This potential reality became apparent in March when Advocate and NorthShore announced their intention to partner post-merger with a health insurer to offer a competitive health plan. The companies guarantee the plan’s price will be 10% below the region’s lowest-priced HMO. This would save subscribers hundreds of dollars annually.
Under cross-examination Steve Hamman, HCSC’s Senior Vice President for Provider Engagement and Enterprise Network Solutions, acknowledged BlueCross’ concern that a merged Advocate-NorthShore could launch their own health insurance company. This is Blue Cross’ nightmare scenario. In the future, fully integrated health companies will not require intermediaries like them to offer health insurance products.
Forward or Backward?
April 2016 will be a seminal month for American healthcare.
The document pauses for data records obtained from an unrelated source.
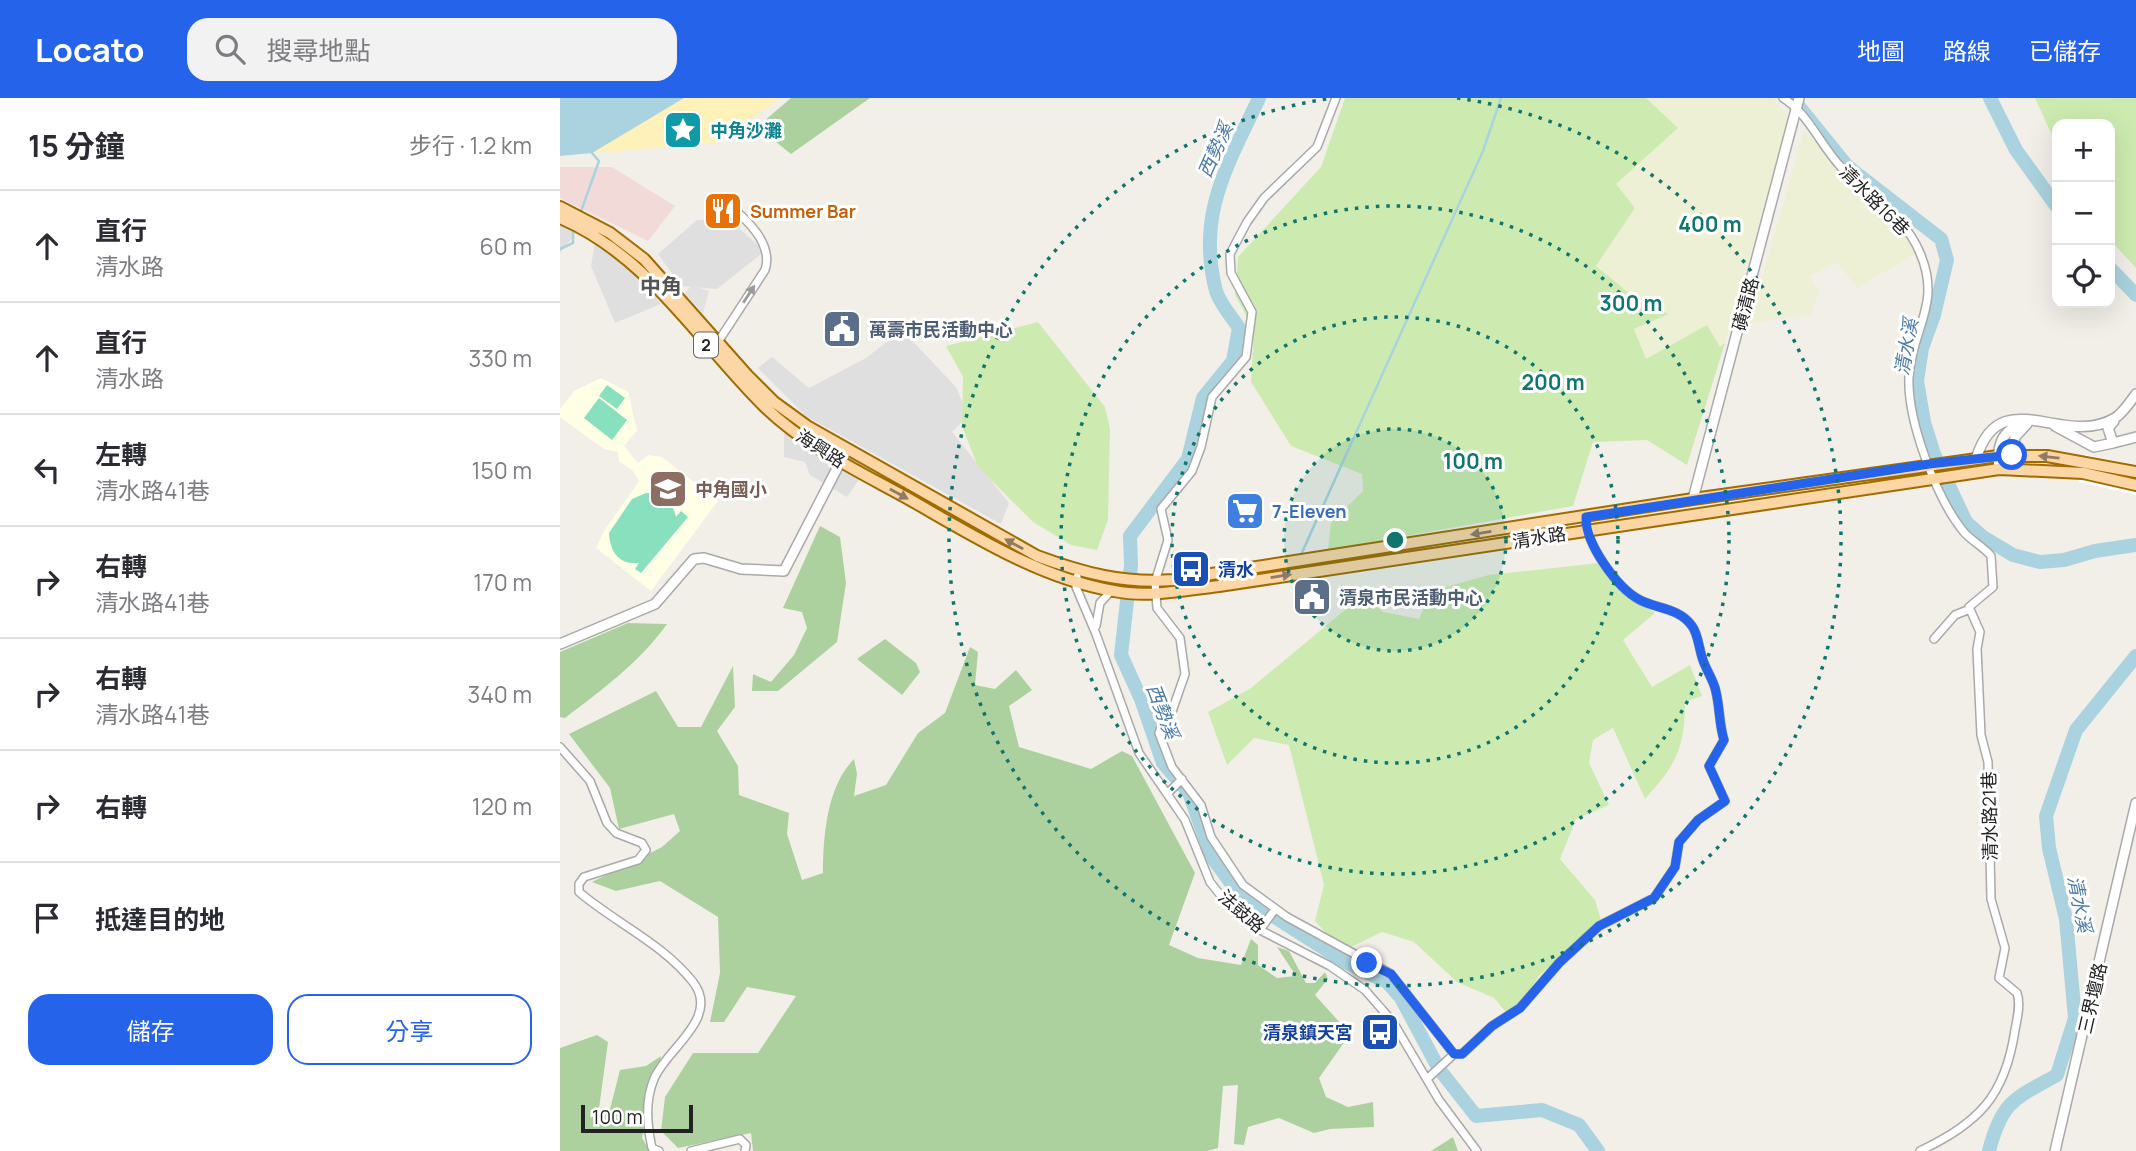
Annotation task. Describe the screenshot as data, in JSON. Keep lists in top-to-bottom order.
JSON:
{
  "streets": {
    "main road": ["2", "海興路", "清水路"],
    "street": [
      "清水路16巷",
      "磺清路",
      "清水路21巷",
      "法鼓路",
      "三界壇路"
    ]
  },
  "crossings": [
    ["清水路16巷", "磺清路"],
    ["清水路16巷", "2"],
    ["清水路16巷", "清水路"],
    ["磺清路", "清水路"],
    ["2", "清水路"],
    ["海興路", "清水路"],
    ["海興路", "法鼓路"]
  ],
  "districts": ["中角"],
  "water": ["西勢溪", "清水溪"],
  "places": {
    "place": ["中角沙灘"],
    "restaurant": ["Summer Bar"],
    "public building": ["萬壽市民活動中心", "清泉市民活動中心"],
    "school or university": ["中角國小"],
    "supermarket": ["7-Eleven"],
    "bus stop": ["清水", "清泉鎮天宮"]
  },
  "scale_bar": "100 m",
  "page": {
    "header": "Locato",
    "search": "搜尋地點",
    "nav": ["地圖", "路線", "已儲存"],
    "heading": ["15 分鐘", "步行 · 1.2 km"],
    "map_buttons": ["+", "−"],
    "list": [
      ["直行", "清水路", "60 m"],
      ["直行", "清水路", "330 m"],
      ["左轉", "清水路41巷", "150 m"],
      ["右轉", "清水路41巷", "170 m"],
      ["右轉", "清水路41巷", "340 m"],
      ["右轉", "120 m"],
      "抵達目的地"
    ],
    "buttons": ["儲存", "分享"],
    "scale": "100 m"
  },
  "rings": [
    "400 m",
    "300 m",
    "200 m",
    "100 m"
  ]
}
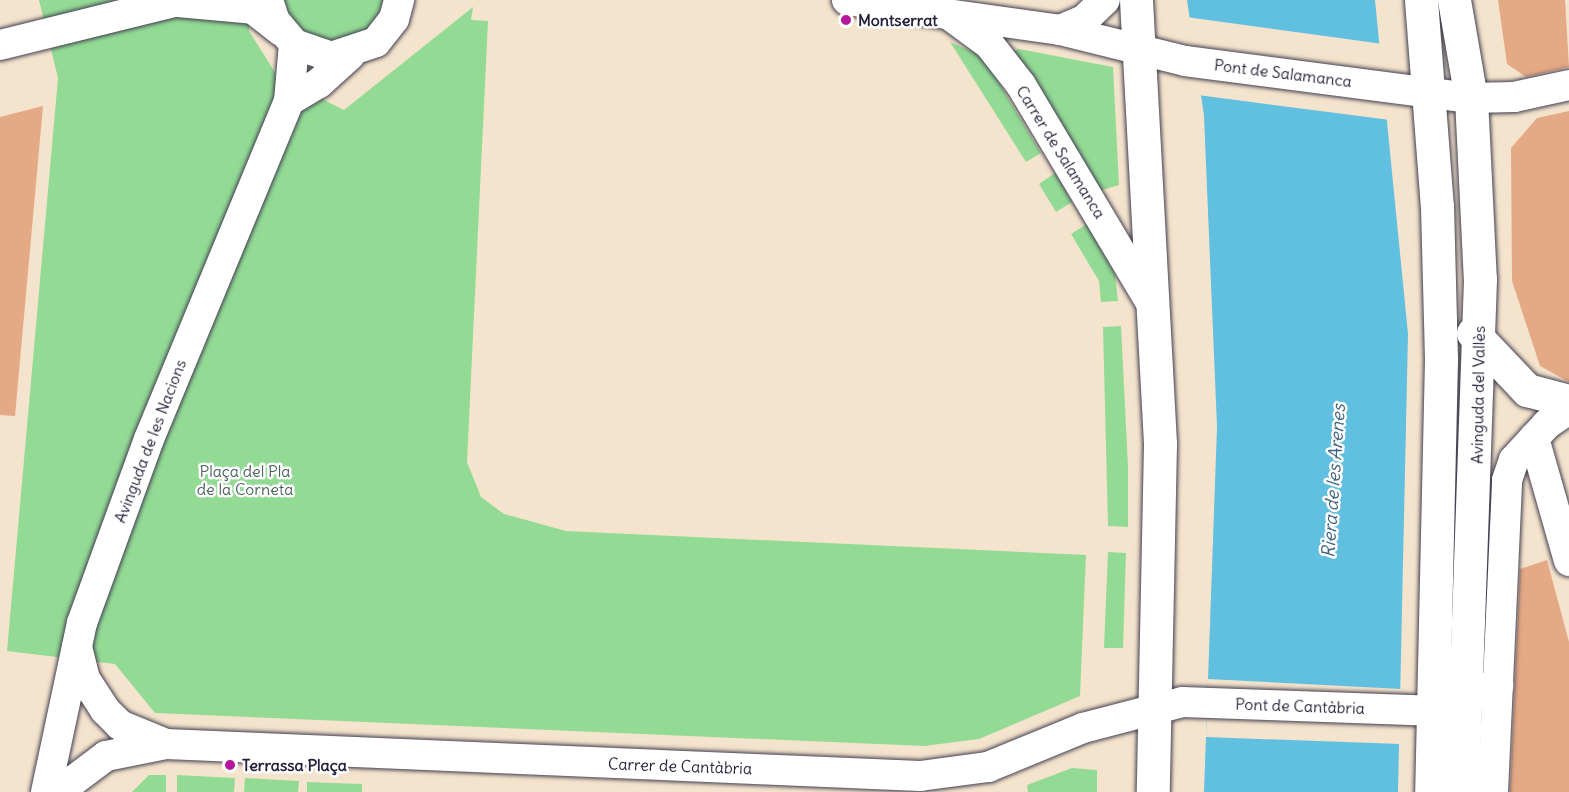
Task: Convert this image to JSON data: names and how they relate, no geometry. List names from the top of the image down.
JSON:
{
  "streets": {
    "main road": ["Avinguda del Vallès"],
    "street": [
      "Pont de Salamanca",
      "Carrer de Salamanca",
      "Avinguda de les Nacions",
      "Pont de Cantàbria",
      "Carrer de Cantàbria"
    ]
  },
  "crossings": [
    ["Pont de Salamanca", "Carrer de Salamanca"],
    ["Pont de Salamanca", "Avinguda del Vallès"],
    ["Avinguda de les Nacions", "Carrer de Cantàbria"],
    ["Pont de Cantàbria", "Carrer de Cantàbria"]
  ],
  "water": ["Riera de les Arenes"],
  "parks": ["Plaça del Pla de la Corneta"],
  "places": ["Montserrat", "Terrassa Plaça"]
}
An Advocate-NorthShore loss will have a chilling effect on health companies pursuing progressive care management.
An Advocate-NorthShore victory will signal that delivering better, more affordable and convenient healthcare services matters. It also will affirm that health outcomes are the best measure of market effectiveness. Let us hope that truth, reason and justice triumph in Chicago for the good of American healthcare.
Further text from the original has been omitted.